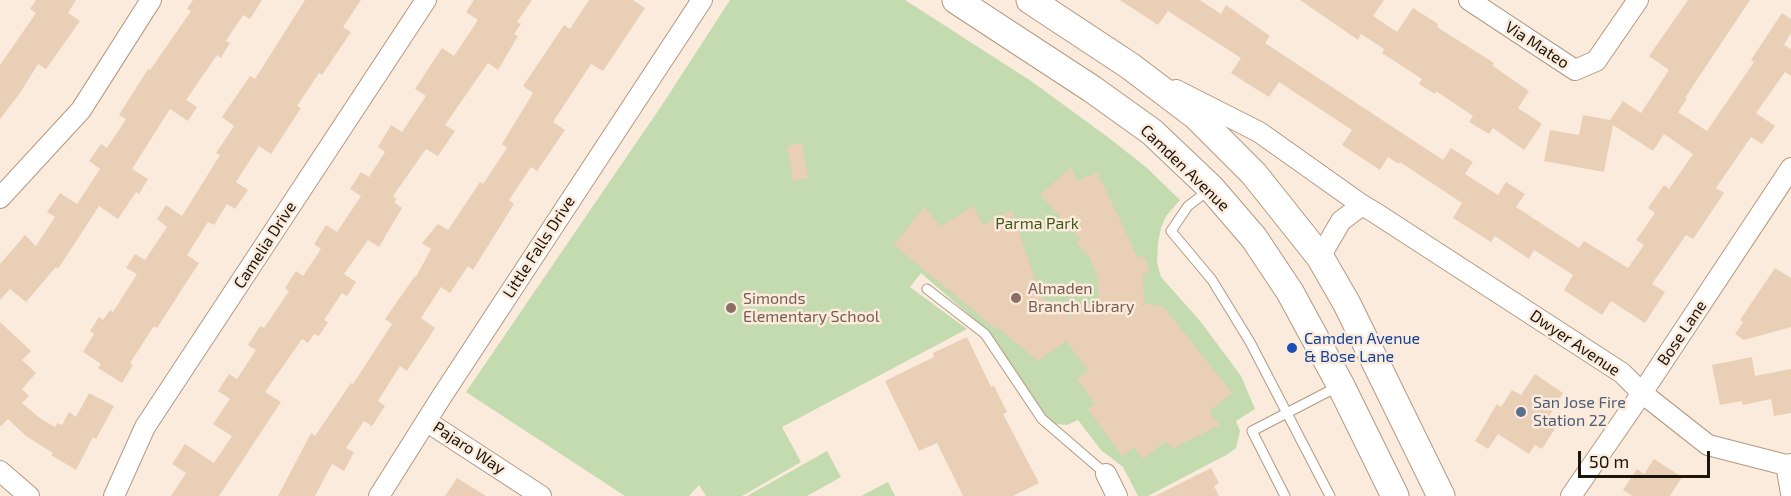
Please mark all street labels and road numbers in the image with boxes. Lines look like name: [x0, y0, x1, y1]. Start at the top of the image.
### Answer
street label: Via Mateo: [1501, 17, 1573, 73]
street label: Camden Avenue: [1137, 121, 1233, 215]
street label: Little Falls Drive: [499, 192, 579, 302]
street label: Camelia Drive: [230, 198, 300, 292]
street label: Bose Lane: [1653, 297, 1711, 369]
street label: Dwyer Avenue: [1526, 306, 1624, 380]
street label: Pajaro Way: [429, 418, 509, 478]

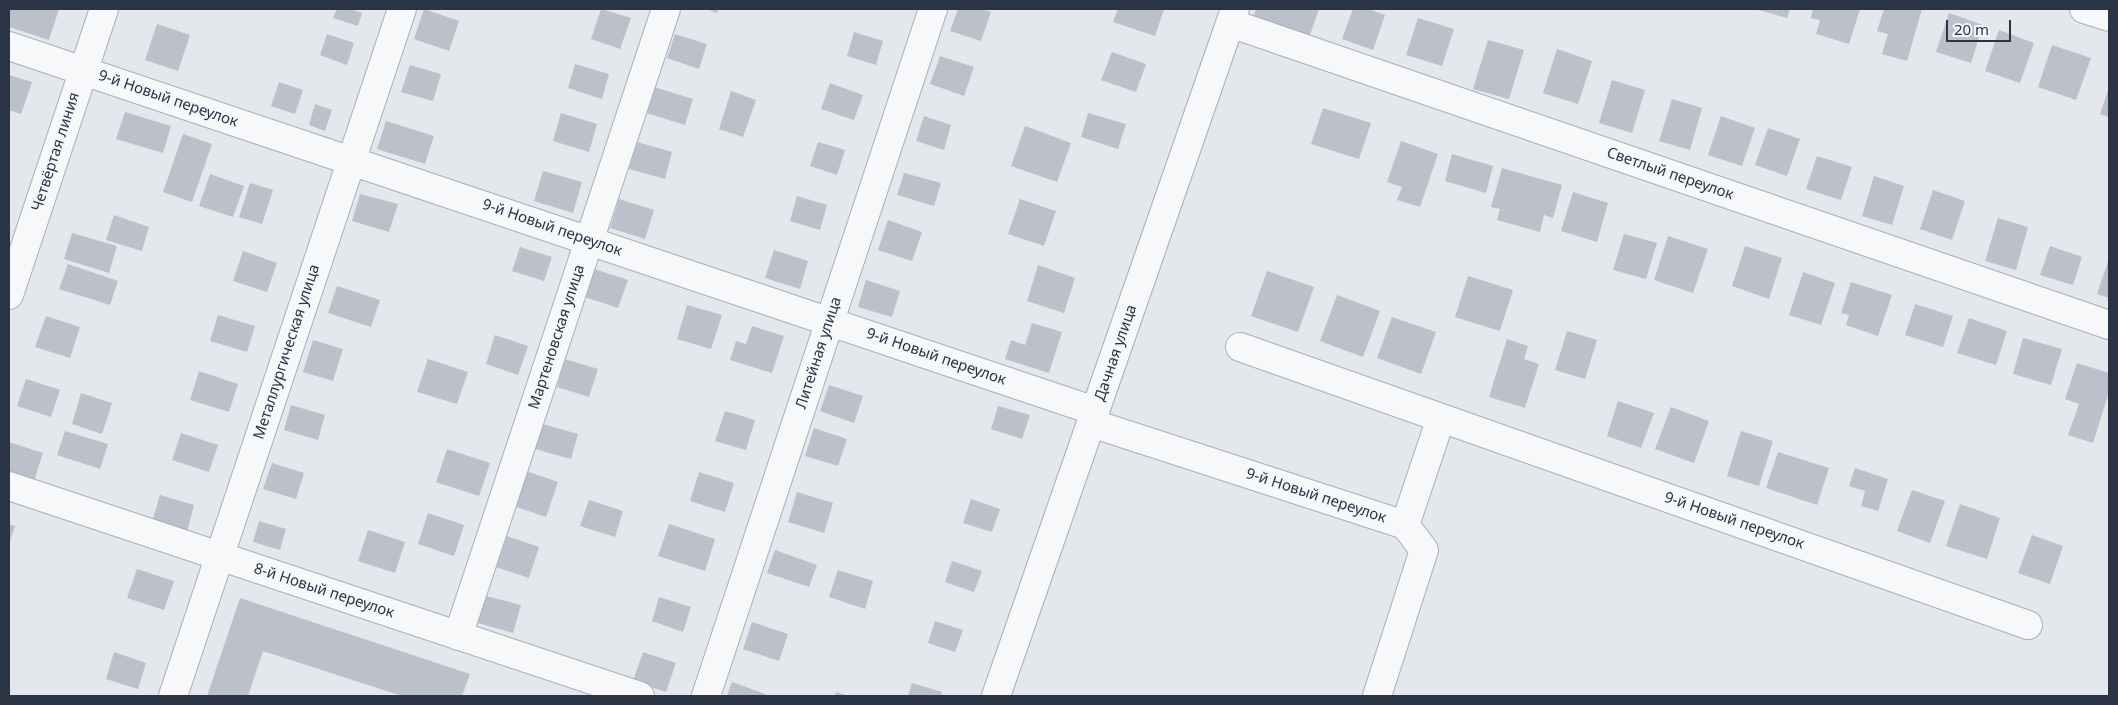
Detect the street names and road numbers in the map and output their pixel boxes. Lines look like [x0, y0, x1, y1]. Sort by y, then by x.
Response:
street label: 9-й Новый переулок [96, 67, 240, 131]
street label: Четвёртая линия [28, 90, 84, 214]
street label: Светлый переулок [1604, 144, 1736, 204]
street label: 9-й Новый переулок [480, 196, 624, 260]
street label: Металлургическая улица [250, 262, 324, 442]
street label: Мартеновская улица [525, 262, 589, 412]
street label: Литейная улица [792, 295, 846, 411]
street label: Дачная улица [1091, 302, 1141, 404]
street label: 9-й Новый переулок [864, 325, 1008, 389]
street label: 9-й Новый переулок [1244, 465, 1388, 527]
street label: 9-й Новый переулок [1662, 489, 1806, 553]
street label: 8-й Новый переулок [252, 560, 396, 622]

[DIRECTIONS]
Leave the pictures out and print the records above exactly as they stand.

[PROBLEM SOLUTION]
Please mark all street labels and road numbers in the image with boxes. Lines look like name: [x0, y0, x1, y1]. Start at the top of the image.
### Answer
street label: Via Mateo: [1501, 17, 1573, 73]
street label: Camden Avenue: [1137, 121, 1233, 215]
street label: Little Falls Drive: [499, 192, 579, 302]
street label: Camelia Drive: [230, 198, 300, 292]
street label: Bose Lane: [1653, 297, 1711, 369]
street label: Dwyer Avenue: [1526, 306, 1624, 380]
street label: Pajaro Way: [429, 418, 509, 478]

Detect the street names and road numbers in the map and output their pixel boxes. Lines look like [x0, y0, x1, y1]. Sort by y, then by x.
Response:
street label: 9-й Новый переулок [96, 67, 240, 131]
street label: Четвёртая линия [28, 90, 84, 214]
street label: Светлый переулок [1604, 144, 1736, 204]
street label: 9-й Новый переулок [480, 196, 624, 260]
street label: Металлургическая улица [250, 262, 324, 442]
street label: Мартеновская улица [525, 262, 589, 412]
street label: Литейная улица [792, 295, 846, 411]
street label: Дачная улица [1091, 302, 1141, 404]
street label: 9-й Новый переулок [864, 325, 1008, 389]
street label: 9-й Новый переулок [1244, 465, 1388, 527]
street label: 9-й Новый переулок [1662, 489, 1806, 553]
street label: 8-й Новый переулок [252, 560, 396, 622]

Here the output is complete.